Collected data
● ● ● ● ●

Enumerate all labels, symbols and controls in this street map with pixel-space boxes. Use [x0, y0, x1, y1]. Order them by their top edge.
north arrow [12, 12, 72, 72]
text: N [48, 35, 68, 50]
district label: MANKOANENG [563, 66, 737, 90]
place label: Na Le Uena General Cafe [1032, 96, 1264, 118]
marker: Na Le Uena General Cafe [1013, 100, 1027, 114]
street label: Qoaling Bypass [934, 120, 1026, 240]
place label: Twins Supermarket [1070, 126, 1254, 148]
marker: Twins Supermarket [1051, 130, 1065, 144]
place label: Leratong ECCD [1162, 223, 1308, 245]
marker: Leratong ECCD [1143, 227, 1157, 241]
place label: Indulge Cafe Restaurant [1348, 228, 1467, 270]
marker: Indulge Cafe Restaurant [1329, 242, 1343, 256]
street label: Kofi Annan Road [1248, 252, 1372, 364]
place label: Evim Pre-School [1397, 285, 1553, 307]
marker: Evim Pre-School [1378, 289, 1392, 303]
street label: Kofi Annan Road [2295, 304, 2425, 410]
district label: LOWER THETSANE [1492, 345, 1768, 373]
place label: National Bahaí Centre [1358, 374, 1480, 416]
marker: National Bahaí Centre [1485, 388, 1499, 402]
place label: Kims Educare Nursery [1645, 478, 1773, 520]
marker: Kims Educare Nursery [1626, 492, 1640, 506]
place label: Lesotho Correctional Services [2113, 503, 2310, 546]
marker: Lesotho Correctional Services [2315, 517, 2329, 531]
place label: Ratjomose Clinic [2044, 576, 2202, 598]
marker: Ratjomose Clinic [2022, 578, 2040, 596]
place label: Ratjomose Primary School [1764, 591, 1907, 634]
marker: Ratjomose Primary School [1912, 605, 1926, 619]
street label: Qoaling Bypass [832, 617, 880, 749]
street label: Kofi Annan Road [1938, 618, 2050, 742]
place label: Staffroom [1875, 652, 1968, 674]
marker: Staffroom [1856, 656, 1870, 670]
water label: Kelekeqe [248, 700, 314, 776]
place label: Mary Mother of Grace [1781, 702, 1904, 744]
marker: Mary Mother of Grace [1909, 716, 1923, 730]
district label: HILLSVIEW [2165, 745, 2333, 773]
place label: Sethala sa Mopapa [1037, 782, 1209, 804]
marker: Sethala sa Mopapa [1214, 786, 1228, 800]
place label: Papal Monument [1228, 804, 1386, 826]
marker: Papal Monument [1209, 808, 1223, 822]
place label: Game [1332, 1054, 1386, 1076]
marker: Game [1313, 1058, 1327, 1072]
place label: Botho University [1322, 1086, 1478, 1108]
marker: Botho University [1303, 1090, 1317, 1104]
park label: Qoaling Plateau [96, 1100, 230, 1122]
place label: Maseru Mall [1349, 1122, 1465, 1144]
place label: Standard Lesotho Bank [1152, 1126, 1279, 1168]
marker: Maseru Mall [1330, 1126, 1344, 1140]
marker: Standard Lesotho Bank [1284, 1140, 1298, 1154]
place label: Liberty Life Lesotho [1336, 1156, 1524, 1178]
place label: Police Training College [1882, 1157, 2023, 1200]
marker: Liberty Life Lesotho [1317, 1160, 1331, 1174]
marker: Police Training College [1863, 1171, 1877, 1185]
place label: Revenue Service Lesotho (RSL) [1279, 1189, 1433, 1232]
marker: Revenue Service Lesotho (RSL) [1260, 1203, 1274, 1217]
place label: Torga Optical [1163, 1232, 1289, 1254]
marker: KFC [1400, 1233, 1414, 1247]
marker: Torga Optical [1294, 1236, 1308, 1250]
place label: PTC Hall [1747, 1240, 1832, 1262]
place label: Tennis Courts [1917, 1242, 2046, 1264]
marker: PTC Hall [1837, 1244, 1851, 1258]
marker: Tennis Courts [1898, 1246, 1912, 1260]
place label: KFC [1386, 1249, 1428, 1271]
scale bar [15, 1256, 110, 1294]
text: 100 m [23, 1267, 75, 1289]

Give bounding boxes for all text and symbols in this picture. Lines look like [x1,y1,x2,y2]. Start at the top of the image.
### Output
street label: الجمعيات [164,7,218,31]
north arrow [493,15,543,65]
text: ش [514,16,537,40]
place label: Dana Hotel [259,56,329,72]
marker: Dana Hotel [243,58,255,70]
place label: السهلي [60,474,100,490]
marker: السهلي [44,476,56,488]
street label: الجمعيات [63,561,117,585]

● ● ● ● ●

WORK TO BE COMPLETED
The whole of the data is to be copied out word for word.

TASK ANSWER
Enumerate all labels, symbols and controls in this street map with pixel-space boxes. Use [x0, y0, x1, y1]. Order them by their top edge.
north arrow [12, 12, 72, 72]
text: N [48, 35, 68, 50]
district label: MANKOANENG [563, 66, 737, 90]
place label: Na Le Uena General Cafe [1032, 96, 1264, 118]
marker: Na Le Uena General Cafe [1013, 100, 1027, 114]
street label: Qoaling Bypass [934, 120, 1026, 240]
place label: Twins Supermarket [1070, 126, 1254, 148]
marker: Twins Supermarket [1051, 130, 1065, 144]
place label: Leratong ECCD [1162, 223, 1308, 245]
marker: Leratong ECCD [1143, 227, 1157, 241]
place label: Indulge Cafe Restaurant [1348, 228, 1467, 270]
marker: Indulge Cafe Restaurant [1329, 242, 1343, 256]
street label: Kofi Annan Road [1248, 252, 1372, 364]
place label: Evim Pre-School [1397, 285, 1553, 307]
marker: Evim Pre-School [1378, 289, 1392, 303]
street label: Kofi Annan Road [2295, 304, 2425, 410]
district label: LOWER THETSANE [1492, 345, 1768, 373]
place label: National Bahaí Centre [1358, 374, 1480, 416]
marker: National Bahaí Centre [1485, 388, 1499, 402]
place label: Kims Educare Nursery [1645, 478, 1773, 520]
marker: Kims Educare Nursery [1626, 492, 1640, 506]
place label: Lesotho Correctional Services [2113, 503, 2310, 546]
marker: Lesotho Correctional Services [2315, 517, 2329, 531]
place label: Ratjomose Clinic [2044, 576, 2202, 598]
marker: Ratjomose Clinic [2022, 578, 2040, 596]
place label: Ratjomose Primary School [1764, 591, 1907, 634]
marker: Ratjomose Primary School [1912, 605, 1926, 619]
street label: Qoaling Bypass [832, 617, 880, 749]
street label: Kofi Annan Road [1938, 618, 2050, 742]
place label: Staffroom [1875, 652, 1968, 674]
marker: Staffroom [1856, 656, 1870, 670]
water label: Kelekeqe [248, 700, 314, 776]
place label: Mary Mother of Grace [1781, 702, 1904, 744]
marker: Mary Mother of Grace [1909, 716, 1923, 730]
district label: HILLSVIEW [2165, 745, 2333, 773]
place label: Sethala sa Mopapa [1037, 782, 1209, 804]
marker: Sethala sa Mopapa [1214, 786, 1228, 800]
place label: Papal Monument [1228, 804, 1386, 826]
marker: Papal Monument [1209, 808, 1223, 822]
place label: Game [1332, 1054, 1386, 1076]
marker: Game [1313, 1058, 1327, 1072]
place label: Botho University [1322, 1086, 1478, 1108]
marker: Botho University [1303, 1090, 1317, 1104]
park label: Qoaling Plateau [96, 1100, 230, 1122]
place label: Maseru Mall [1349, 1122, 1465, 1144]
place label: Standard Lesotho Bank [1152, 1126, 1279, 1168]
marker: Maseru Mall [1330, 1126, 1344, 1140]
marker: Standard Lesotho Bank [1284, 1140, 1298, 1154]
place label: Liberty Life Lesotho [1336, 1156, 1524, 1178]
place label: Police Training College [1882, 1157, 2023, 1200]
marker: Liberty Life Lesotho [1317, 1160, 1331, 1174]
marker: Police Training College [1863, 1171, 1877, 1185]
place label: Revenue Service Lesotho (RSL) [1279, 1189, 1433, 1232]
marker: Revenue Service Lesotho (RSL) [1260, 1203, 1274, 1217]
place label: Torga Optical [1163, 1232, 1289, 1254]
marker: KFC [1400, 1233, 1414, 1247]
marker: Torga Optical [1294, 1236, 1308, 1250]
place label: PTC Hall [1747, 1240, 1832, 1262]
place label: Tennis Courts [1917, 1242, 2046, 1264]
marker: PTC Hall [1837, 1244, 1851, 1258]
marker: Tennis Courts [1898, 1246, 1912, 1260]
place label: KFC [1386, 1249, 1428, 1271]
scale bar [15, 1256, 110, 1294]
text: 100 m [23, 1267, 75, 1289]

Give bounding boxes for all text and symbols in this picture. Lines look like [x1,y1,x2,y2]. Start at the top of the image.
### Output
street label: الجمعيات [164,7,218,31]
north arrow [493,15,543,65]
text: ش [514,16,537,40]
place label: Dana Hotel [259,56,329,72]
marker: Dana Hotel [243,58,255,70]
place label: السهلي [60,474,100,490]
marker: السهلي [44,476,56,488]
street label: الجمعيات [63,561,117,585]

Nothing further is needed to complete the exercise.